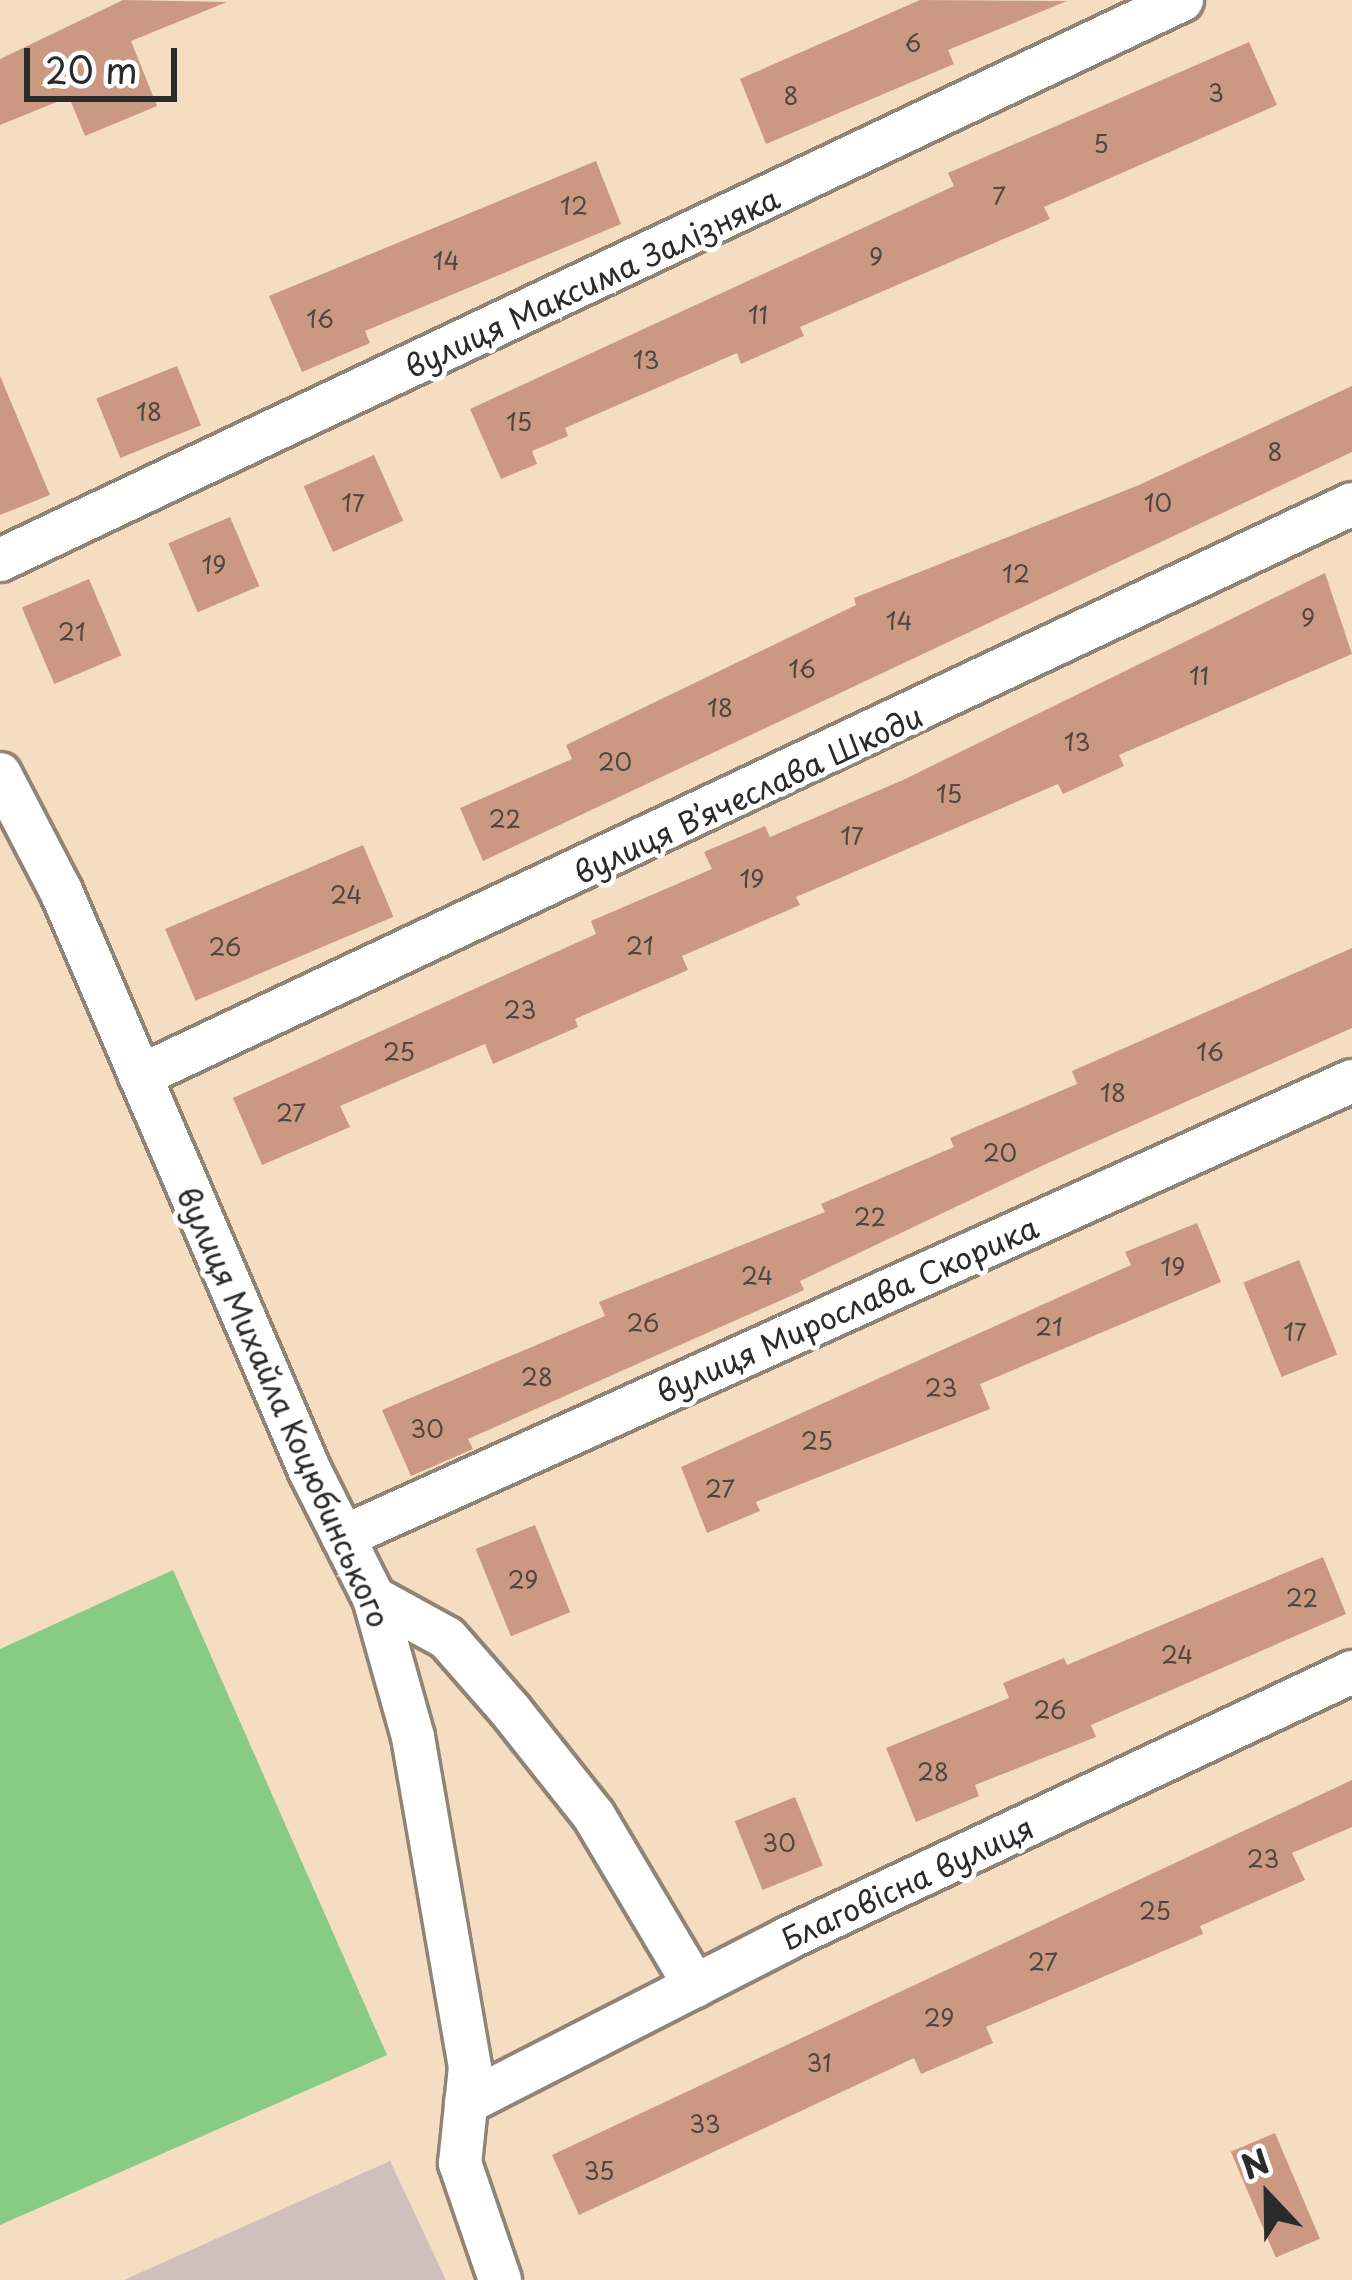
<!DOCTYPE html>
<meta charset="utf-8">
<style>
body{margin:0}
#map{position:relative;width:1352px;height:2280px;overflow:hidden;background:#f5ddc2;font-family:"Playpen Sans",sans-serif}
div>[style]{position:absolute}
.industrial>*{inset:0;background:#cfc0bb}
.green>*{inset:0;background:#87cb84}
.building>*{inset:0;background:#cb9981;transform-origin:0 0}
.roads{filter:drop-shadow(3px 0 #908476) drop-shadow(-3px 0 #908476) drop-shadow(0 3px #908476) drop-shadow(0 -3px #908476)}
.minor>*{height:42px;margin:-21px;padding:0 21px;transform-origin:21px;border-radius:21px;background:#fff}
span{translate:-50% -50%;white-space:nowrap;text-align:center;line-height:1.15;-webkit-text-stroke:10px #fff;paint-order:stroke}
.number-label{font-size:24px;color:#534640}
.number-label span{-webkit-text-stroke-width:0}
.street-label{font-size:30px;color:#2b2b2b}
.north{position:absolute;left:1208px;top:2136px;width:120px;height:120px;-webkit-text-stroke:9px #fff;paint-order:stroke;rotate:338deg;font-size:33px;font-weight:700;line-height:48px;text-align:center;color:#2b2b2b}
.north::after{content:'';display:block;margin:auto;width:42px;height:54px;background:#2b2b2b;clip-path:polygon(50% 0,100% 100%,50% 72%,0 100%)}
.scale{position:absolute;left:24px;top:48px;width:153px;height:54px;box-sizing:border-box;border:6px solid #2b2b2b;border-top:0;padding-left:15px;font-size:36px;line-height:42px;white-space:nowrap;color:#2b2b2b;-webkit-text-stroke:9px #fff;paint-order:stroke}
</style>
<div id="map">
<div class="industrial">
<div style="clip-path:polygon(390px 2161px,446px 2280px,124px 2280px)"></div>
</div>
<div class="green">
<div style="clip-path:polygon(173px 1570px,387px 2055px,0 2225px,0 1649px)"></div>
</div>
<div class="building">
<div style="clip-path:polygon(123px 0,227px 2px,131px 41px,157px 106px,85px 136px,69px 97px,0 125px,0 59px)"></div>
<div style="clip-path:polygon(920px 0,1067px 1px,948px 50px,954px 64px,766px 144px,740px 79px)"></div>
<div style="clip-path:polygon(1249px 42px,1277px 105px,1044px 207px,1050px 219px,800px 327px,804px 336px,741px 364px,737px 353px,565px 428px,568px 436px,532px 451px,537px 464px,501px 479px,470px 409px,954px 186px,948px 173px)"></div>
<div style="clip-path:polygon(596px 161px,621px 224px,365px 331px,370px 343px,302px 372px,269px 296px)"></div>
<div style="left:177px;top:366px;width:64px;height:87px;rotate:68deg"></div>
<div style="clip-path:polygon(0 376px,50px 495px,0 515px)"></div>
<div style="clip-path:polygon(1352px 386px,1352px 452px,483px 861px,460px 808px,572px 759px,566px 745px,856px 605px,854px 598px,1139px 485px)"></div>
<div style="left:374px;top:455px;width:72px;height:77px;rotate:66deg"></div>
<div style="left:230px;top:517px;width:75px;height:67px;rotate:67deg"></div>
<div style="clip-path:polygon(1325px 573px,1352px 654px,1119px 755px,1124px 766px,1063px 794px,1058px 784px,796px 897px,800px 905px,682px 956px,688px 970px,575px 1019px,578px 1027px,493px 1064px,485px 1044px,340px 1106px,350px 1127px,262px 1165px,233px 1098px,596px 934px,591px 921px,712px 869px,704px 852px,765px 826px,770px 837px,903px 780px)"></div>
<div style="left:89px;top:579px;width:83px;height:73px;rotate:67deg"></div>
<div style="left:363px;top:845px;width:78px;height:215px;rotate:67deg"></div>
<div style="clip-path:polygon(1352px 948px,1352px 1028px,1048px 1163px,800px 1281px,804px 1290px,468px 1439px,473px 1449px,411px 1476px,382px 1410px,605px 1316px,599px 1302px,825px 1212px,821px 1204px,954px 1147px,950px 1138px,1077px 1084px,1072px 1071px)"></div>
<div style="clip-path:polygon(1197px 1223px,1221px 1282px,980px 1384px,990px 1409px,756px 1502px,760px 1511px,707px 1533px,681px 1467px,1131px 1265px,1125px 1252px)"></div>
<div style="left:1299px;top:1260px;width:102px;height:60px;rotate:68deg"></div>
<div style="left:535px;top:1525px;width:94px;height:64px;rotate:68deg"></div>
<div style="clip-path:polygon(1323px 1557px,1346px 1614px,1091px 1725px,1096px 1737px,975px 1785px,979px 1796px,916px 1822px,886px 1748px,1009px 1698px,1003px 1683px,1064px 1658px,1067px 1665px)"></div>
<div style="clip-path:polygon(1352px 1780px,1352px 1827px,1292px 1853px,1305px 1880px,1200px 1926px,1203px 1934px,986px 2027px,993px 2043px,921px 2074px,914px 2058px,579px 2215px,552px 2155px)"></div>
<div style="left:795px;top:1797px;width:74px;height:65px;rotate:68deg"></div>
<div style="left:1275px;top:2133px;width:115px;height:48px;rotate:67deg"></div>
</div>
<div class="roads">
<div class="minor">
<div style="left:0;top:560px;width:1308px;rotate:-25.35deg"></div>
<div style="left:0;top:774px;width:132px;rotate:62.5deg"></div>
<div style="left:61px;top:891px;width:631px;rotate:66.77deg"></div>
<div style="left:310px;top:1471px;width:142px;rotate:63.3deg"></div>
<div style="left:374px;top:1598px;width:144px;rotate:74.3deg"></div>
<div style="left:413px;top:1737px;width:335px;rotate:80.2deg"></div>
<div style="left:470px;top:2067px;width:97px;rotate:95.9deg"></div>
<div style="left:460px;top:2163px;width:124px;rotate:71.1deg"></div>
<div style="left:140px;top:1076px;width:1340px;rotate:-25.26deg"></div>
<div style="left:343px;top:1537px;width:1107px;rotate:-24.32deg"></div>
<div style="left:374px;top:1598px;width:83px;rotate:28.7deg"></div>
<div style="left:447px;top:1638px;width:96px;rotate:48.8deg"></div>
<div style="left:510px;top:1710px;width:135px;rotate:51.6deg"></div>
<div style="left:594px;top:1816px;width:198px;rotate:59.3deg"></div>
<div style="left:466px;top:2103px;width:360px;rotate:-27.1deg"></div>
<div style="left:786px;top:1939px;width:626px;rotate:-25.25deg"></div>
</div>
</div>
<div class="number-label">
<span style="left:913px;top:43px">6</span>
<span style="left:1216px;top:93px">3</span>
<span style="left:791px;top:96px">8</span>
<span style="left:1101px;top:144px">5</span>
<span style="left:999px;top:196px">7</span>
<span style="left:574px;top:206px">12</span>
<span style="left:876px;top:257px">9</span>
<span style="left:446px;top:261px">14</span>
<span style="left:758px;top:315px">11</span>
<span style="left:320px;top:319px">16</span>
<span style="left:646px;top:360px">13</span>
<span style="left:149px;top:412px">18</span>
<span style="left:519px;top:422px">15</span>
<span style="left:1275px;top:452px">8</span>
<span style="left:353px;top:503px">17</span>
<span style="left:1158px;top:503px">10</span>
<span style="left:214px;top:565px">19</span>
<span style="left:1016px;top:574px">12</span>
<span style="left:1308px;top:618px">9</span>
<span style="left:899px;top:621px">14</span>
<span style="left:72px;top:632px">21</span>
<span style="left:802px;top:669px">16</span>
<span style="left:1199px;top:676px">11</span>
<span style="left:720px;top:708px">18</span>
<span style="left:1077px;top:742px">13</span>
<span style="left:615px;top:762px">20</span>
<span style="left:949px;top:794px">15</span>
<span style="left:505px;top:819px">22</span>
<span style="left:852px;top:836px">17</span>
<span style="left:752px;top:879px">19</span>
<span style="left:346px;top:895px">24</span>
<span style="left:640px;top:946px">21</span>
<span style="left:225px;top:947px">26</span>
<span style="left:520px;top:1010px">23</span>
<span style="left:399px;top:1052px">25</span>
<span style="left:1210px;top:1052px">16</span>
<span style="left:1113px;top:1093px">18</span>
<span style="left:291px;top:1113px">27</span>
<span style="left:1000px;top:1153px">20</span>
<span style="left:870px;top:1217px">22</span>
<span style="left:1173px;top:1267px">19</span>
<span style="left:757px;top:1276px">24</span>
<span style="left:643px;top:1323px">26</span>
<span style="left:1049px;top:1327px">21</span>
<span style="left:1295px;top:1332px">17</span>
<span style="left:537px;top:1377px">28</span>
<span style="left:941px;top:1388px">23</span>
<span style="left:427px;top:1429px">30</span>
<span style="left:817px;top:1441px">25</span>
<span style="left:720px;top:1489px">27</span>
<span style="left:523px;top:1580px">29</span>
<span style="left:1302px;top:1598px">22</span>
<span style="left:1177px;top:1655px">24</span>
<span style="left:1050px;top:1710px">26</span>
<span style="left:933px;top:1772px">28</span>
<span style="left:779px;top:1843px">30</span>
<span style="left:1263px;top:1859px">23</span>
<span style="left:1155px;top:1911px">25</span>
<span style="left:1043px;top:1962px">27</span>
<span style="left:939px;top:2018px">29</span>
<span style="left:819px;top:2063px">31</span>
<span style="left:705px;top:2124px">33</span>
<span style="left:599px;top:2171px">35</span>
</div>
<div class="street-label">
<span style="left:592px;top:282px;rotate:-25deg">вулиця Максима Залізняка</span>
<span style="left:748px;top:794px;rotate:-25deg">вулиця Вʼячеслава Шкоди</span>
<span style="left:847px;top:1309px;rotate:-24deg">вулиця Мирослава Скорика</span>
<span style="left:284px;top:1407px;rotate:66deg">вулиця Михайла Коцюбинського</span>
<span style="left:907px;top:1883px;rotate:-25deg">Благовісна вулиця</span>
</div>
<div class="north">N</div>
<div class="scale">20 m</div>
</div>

### Problem description
Up to and including the line that holds "0 #908476) drop-shadow(-3px", restate word for word each line of the records from their start, and only those lines, leaving out the pictures.

### Output for this exercise
<!DOCTYPE html>
<meta charset="utf-8">
<style>
body{margin:0}
#map{position:relative;width:1352px;height:2280px;overflow:hidden;background:#f5ddc2;font-family:"Playpen Sans",sans-serif}
div>[style]{position:absolute}
.industrial>*{inset:0;background:#cfc0bb}
.green>*{inset:0;background:#87cb84}
.building>*{inset:0;background:#cb9981;transform-origin:0 0}
.roads{filter:drop-shadow(3px 0 #908476) drop-shadow(-3px 0 #908476) drop-shadow(0 3px #908476) drop-shadow(0 -3px #908476)}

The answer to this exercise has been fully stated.